Les conséquences de cette carence globale de l'instruction sont graves.

Faute de formation et surtout de formation professionnelle, les jeunes

générations se préparent à n'être que des sous-employés ou des chômeurs.

Le sentiment d'inégalité sociale et raciale du peuple algérien s'accroît. Bien

des enfants enfin, à défaut d'autre porte ouverte, sont rejetés vers les écoles

dites coraniques qui, sous couvert d'enseignement à caractère religieux, ne

se gênent pas pour inculquer des sentiments qui ne sont pas favorables à la

France.

L'inégalité politique rejoint les autres. Sujet français, l'Algérien n'est pas

citoyen. Les décrets Clemenceau n'ont touché qu'une frange limitée de la

population. Le code de l'indigénat a été officiellement abrogé en 1927, mais

cette suppression n'est pas encore véritablement entrée dans les faits. Le

musulman doit effectuer un service militaire d'une durée double de celle de

l'Européen.

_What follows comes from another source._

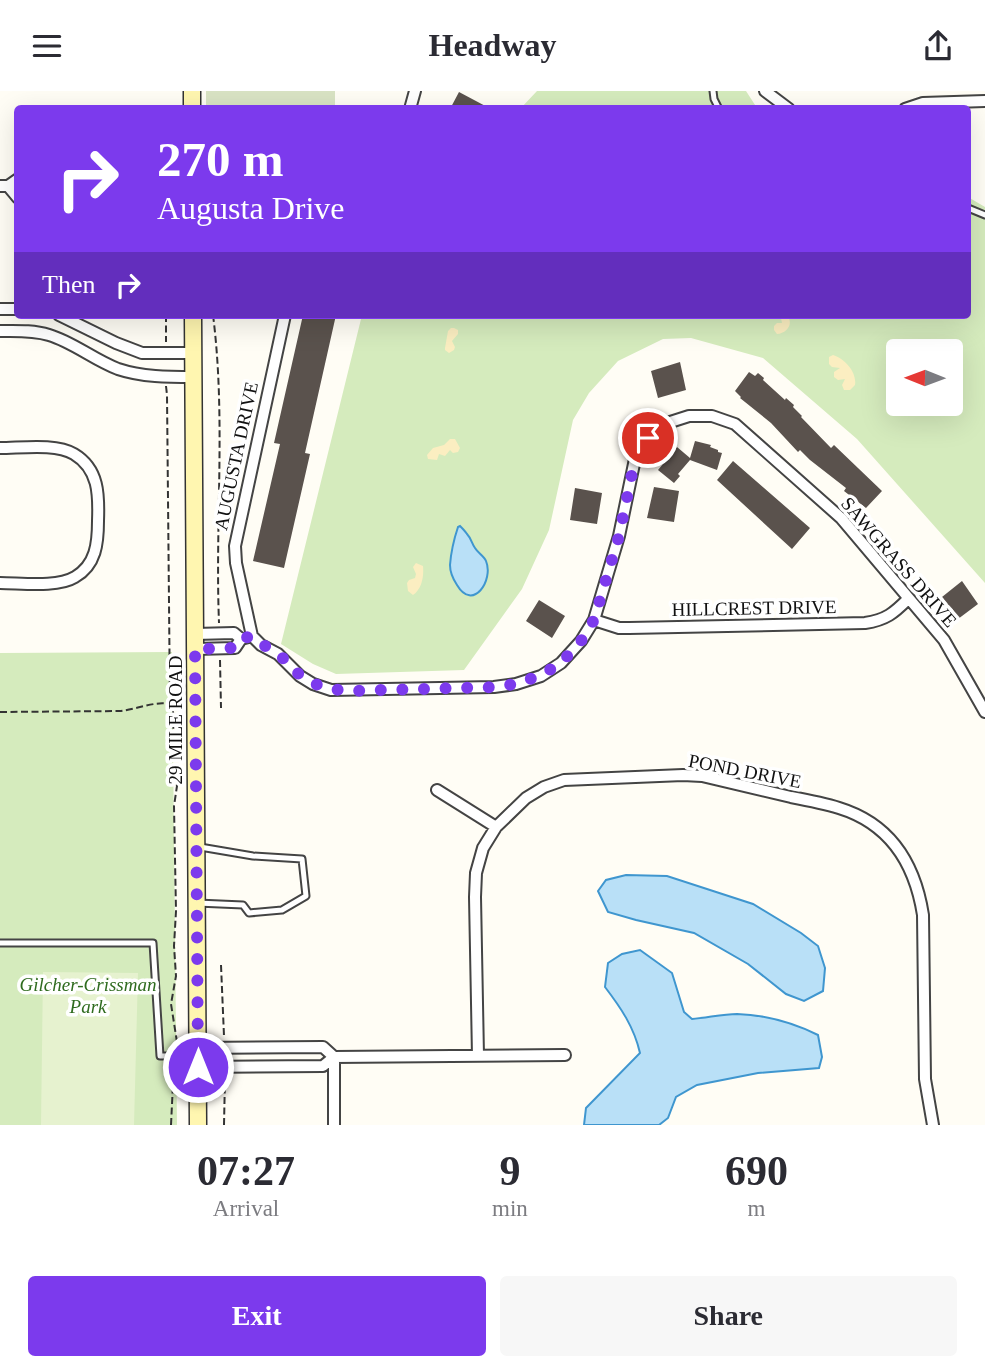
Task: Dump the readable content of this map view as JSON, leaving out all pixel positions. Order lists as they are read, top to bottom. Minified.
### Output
{"streets":{"street":["AUGUSTA DRIVE","SAWGRASS DRIVE","HILLCREST DRIVE","29 MILE ROAD","POND DRIVE"]},"crossings":[["AUGUSTA DRIVE","SAWGRASS DRIVE"],["SAWGRASS DRIVE","HILLCREST DRIVE"]],"parks":["Gilcher-Crissman Park"],"north":"left","page":{"header":"Headway","turn":["270 m","Augusta Drive"],"then":"Then","eta":["07:27","Arrival","9","min","690","m"],"buttons":["Exit","Share"]}}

S'il est dans l'armée des officiers indigènes, dans la pratique il

existe un plafond reconnu à leur avancement : celui de capitaine.

La société franco-algérienne de 1930 est donc profondément inégale.

Droits et devoirs n'y sont pas les mêmes pour tous. Ne point l'oublier est

indispensable pour comprendre un avenir qui, à partir de 1930, va

commencer à se façonner. Mais avant de voir comment, une autre

interrogation : quel est le sentiment des Algériens à l'égard de la France ?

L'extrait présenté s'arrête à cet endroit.